§ EXERCISE PROMPT: Check every line of the data below for "down". Copy each one that has it.
═════ PROVIDED DATA
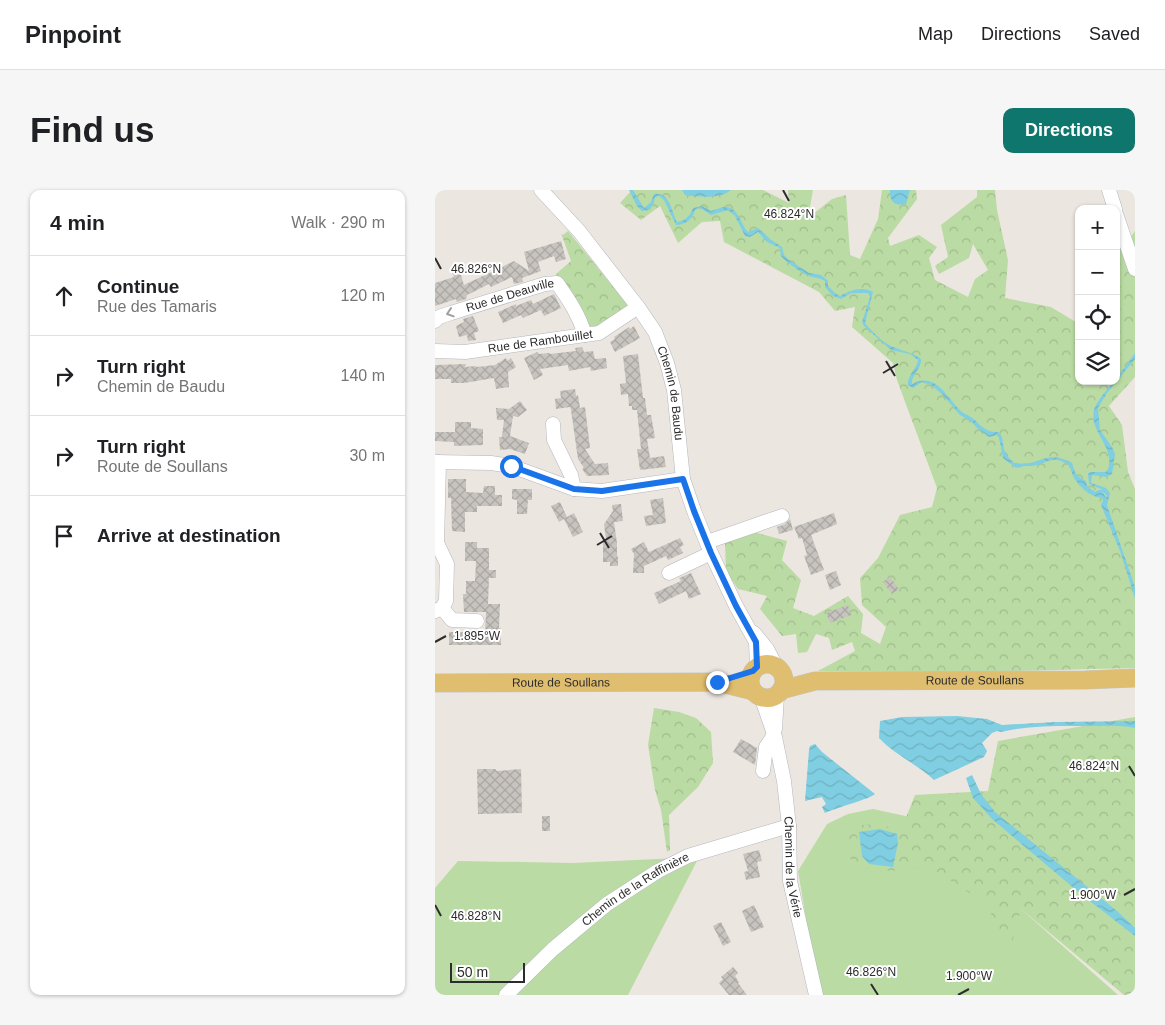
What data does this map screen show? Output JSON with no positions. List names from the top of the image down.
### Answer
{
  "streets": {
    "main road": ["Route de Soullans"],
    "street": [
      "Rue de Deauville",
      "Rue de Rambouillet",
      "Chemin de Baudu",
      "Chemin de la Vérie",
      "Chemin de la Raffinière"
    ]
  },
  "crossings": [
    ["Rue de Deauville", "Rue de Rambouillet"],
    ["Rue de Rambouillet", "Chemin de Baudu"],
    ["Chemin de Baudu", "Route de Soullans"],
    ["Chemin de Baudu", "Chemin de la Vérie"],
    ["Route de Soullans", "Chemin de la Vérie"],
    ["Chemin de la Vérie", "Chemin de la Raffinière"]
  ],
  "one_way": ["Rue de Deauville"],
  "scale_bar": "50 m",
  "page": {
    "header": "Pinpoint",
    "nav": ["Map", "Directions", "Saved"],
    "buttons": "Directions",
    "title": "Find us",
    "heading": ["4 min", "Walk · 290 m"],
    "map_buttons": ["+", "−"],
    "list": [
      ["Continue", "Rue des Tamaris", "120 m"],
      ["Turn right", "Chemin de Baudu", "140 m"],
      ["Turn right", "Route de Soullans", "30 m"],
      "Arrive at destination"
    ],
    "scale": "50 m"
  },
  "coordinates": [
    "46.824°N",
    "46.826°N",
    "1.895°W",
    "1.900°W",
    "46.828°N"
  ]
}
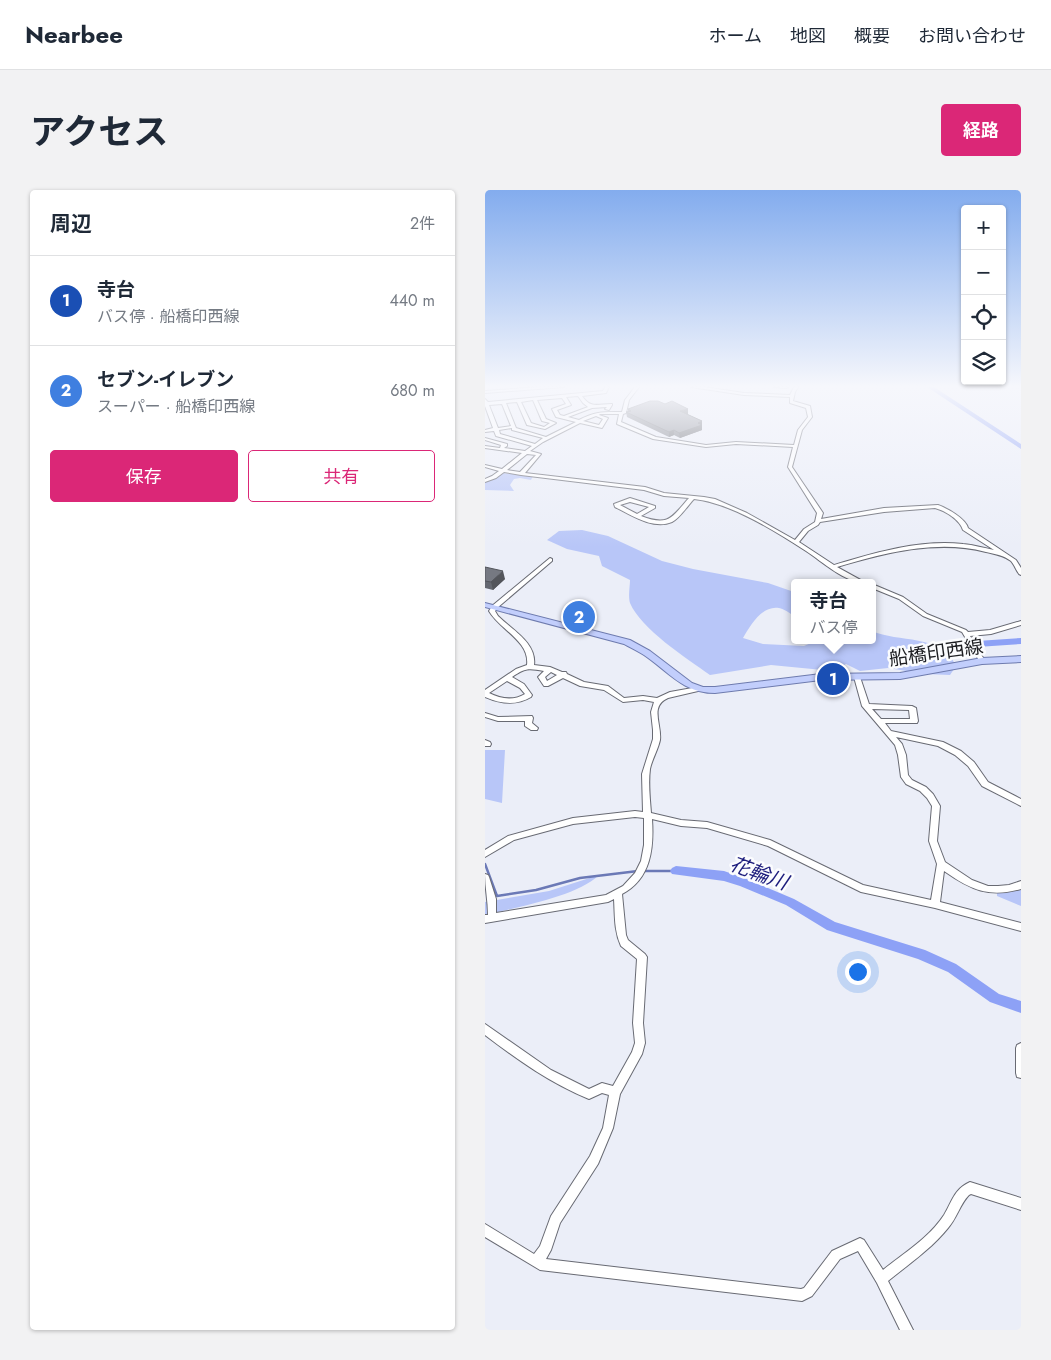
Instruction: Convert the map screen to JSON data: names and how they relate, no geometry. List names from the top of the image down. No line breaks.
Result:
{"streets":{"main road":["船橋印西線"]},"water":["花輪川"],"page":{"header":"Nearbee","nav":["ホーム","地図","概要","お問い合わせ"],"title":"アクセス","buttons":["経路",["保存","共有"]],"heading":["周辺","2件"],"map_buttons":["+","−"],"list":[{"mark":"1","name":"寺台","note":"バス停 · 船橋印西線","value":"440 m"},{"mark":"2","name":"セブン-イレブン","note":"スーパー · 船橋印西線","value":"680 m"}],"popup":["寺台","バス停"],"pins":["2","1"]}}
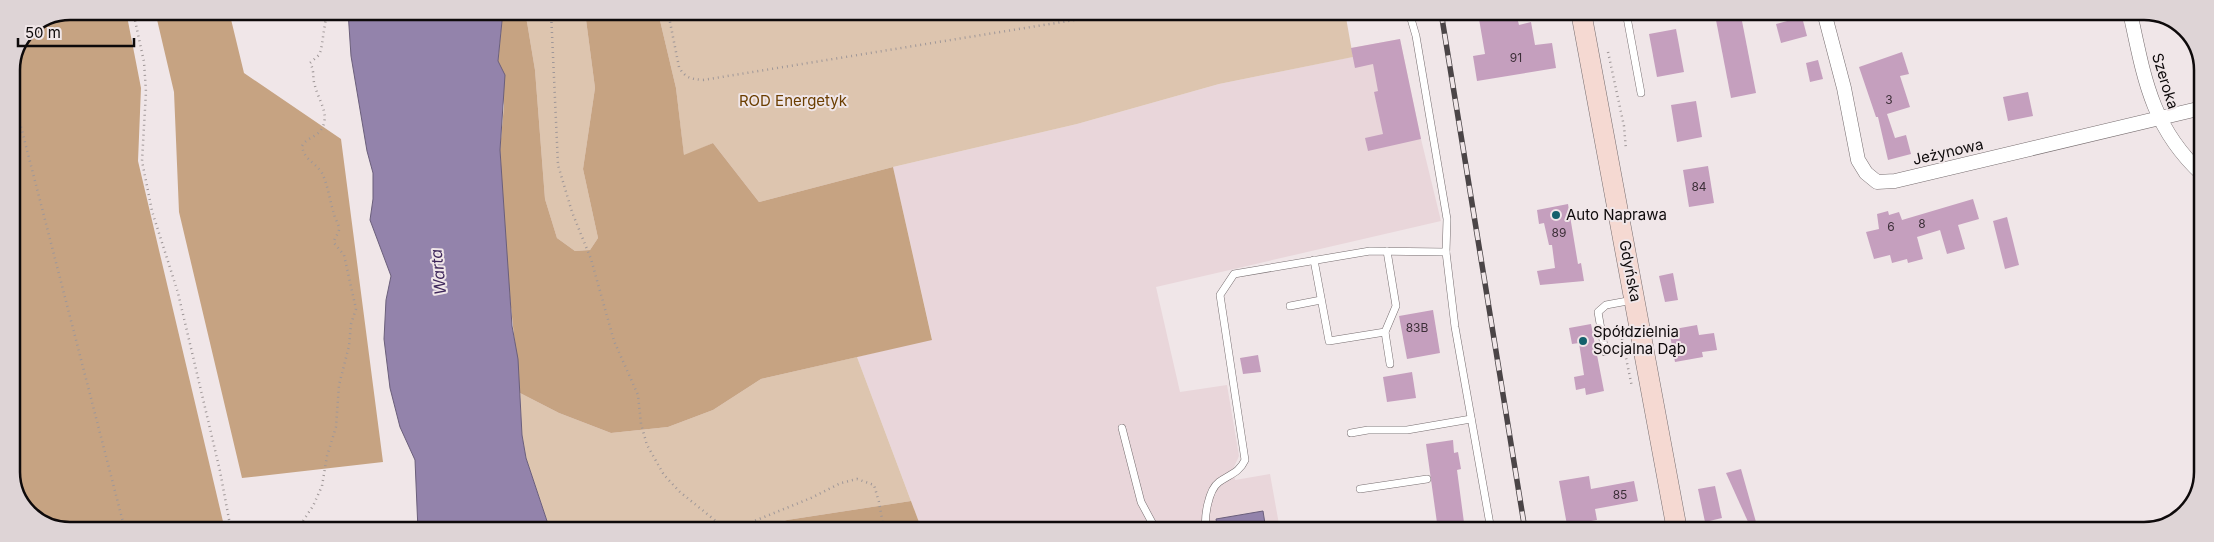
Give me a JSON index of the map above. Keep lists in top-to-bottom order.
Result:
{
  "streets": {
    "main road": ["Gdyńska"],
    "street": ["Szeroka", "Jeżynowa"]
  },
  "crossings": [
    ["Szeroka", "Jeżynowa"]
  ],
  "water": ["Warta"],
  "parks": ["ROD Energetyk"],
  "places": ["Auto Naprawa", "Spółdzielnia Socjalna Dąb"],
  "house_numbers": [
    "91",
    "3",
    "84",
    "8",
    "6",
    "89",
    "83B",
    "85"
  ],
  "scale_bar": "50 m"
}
══════════
§ WRITTEN RESPONSE:
What data does this map screen show? Output JSON with no positions. List names from the top of the image down.
Instruction: Convert the map screen to JSON data: names and how they relate, no geometry. List names from the top of the image down. No line breaks.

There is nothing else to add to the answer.